**Exercise**
Wherever "serif" shows up in the records below, copy the whole line.

**Excerpted data**

■ ■ ■ ■

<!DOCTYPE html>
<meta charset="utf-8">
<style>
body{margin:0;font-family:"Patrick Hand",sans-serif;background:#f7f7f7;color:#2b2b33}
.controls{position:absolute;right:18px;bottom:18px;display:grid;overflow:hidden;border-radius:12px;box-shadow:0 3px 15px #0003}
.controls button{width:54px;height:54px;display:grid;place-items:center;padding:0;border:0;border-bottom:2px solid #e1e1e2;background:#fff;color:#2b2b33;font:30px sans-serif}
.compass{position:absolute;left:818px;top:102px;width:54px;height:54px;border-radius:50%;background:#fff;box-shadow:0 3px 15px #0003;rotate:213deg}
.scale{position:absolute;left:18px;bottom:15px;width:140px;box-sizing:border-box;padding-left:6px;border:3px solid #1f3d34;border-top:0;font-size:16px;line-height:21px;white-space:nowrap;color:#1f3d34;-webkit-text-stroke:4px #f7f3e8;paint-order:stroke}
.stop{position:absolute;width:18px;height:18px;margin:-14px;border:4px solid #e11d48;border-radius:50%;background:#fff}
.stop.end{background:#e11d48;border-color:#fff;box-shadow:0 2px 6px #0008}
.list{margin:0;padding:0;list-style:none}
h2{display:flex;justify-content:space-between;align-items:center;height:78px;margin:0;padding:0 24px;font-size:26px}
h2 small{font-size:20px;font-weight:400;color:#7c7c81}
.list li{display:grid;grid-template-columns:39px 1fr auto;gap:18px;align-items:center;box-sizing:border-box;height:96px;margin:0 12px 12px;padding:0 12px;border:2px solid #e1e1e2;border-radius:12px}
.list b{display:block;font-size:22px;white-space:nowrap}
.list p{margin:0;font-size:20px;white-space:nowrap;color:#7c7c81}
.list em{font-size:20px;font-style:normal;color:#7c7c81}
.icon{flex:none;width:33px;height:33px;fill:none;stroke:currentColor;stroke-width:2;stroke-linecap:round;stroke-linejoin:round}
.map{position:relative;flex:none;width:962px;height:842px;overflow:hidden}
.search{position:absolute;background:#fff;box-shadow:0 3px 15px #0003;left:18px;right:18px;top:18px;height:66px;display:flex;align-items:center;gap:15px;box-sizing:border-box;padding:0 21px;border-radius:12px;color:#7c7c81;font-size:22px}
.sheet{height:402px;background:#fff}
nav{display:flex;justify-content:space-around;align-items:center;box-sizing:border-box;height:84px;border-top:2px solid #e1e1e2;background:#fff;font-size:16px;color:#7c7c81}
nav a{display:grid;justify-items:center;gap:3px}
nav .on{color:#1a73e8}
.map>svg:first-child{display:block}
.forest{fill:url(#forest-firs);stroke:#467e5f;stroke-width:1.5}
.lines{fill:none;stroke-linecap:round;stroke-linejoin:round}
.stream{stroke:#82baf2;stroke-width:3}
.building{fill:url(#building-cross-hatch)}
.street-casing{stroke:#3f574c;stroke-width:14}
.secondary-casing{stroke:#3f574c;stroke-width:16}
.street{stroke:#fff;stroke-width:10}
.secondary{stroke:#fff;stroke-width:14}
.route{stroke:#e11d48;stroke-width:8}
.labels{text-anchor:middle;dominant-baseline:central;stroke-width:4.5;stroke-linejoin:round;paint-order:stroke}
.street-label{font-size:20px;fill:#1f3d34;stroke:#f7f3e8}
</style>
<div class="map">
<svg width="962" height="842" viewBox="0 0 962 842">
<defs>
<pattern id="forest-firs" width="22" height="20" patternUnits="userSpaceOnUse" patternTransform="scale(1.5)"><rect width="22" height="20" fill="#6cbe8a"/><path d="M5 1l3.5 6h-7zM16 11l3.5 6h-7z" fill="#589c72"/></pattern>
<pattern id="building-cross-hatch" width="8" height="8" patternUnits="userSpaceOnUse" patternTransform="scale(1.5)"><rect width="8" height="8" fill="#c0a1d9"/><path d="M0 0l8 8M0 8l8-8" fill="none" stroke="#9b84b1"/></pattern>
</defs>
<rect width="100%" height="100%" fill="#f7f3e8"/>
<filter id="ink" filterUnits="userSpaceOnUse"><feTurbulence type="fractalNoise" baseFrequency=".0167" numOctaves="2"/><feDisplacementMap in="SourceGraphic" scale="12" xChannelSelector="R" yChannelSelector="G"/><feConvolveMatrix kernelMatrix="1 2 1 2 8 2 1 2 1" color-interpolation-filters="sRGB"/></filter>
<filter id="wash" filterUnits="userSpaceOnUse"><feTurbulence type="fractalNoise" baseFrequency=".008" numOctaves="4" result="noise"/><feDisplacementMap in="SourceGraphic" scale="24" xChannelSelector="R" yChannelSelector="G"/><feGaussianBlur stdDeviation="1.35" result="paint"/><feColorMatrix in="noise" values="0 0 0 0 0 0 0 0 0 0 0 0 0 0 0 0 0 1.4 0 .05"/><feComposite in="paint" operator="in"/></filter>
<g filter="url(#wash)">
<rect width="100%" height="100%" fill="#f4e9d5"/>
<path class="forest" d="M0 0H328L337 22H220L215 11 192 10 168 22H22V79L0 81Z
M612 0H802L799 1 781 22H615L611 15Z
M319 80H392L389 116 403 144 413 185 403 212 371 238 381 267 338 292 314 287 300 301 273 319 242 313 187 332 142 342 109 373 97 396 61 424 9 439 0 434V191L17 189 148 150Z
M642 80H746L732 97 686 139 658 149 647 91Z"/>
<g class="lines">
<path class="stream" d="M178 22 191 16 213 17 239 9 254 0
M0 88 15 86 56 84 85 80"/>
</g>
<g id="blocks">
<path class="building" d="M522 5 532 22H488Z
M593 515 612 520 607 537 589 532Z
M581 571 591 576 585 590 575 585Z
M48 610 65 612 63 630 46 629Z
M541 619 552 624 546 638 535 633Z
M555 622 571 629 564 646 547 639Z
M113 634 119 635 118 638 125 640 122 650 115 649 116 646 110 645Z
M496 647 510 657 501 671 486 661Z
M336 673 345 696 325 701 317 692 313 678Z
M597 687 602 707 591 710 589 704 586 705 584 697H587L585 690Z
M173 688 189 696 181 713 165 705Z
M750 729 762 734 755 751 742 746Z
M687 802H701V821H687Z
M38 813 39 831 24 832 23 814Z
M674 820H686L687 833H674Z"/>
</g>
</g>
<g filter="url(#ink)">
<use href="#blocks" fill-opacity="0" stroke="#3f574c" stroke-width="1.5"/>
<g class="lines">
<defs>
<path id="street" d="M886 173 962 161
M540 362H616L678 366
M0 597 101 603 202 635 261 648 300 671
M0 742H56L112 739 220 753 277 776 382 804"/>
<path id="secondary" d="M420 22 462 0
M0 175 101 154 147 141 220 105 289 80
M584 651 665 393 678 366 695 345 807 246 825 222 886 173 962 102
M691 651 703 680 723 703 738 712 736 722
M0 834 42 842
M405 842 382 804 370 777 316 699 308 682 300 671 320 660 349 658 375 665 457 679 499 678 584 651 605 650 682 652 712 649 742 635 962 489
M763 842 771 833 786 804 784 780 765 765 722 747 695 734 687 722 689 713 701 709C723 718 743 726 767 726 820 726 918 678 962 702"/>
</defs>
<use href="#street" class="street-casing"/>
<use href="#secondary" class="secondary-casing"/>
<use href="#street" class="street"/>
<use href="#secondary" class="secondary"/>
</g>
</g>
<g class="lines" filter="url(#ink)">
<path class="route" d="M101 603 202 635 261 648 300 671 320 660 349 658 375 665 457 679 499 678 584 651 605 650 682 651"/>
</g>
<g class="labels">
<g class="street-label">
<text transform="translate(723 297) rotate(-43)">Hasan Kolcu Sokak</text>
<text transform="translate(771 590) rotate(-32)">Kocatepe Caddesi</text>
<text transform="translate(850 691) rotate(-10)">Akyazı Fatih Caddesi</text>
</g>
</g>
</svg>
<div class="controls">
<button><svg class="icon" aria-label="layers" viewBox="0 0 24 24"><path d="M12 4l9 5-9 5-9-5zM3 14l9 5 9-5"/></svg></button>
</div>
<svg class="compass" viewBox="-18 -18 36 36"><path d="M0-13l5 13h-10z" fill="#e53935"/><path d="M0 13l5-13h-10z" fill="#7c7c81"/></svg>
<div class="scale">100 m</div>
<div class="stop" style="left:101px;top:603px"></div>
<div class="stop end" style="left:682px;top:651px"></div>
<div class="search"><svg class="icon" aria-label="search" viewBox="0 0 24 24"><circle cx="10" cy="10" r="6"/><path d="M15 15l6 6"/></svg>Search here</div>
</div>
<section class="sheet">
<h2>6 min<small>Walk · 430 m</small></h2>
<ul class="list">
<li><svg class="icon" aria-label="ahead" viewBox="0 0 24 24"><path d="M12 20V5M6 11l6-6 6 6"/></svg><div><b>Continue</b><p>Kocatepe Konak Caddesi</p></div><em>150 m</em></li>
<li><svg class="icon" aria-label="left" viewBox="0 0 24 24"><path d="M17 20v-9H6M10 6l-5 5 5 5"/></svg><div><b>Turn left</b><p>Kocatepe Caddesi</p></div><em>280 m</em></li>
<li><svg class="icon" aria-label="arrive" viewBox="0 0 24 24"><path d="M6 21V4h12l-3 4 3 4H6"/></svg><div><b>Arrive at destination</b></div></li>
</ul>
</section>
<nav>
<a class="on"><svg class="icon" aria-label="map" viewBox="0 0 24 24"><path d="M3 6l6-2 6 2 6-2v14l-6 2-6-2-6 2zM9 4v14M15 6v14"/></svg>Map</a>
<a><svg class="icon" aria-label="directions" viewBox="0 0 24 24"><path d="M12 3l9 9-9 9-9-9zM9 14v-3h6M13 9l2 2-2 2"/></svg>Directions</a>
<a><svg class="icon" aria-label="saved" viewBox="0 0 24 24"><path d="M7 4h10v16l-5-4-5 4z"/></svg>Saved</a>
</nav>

■ ■ ■ ■

**Task result**
body{margin:0;font-family:"Patrick Hand",sans-serif;background:#f7f7f7;color:#2b2b33}
.controls button{width:54px;height:54px;display:grid;place-items:center;padding:0;border:0;border-bottom:2px solid #e1e1e2;background:#fff;color:#2b2b33;font:30px sans-serif}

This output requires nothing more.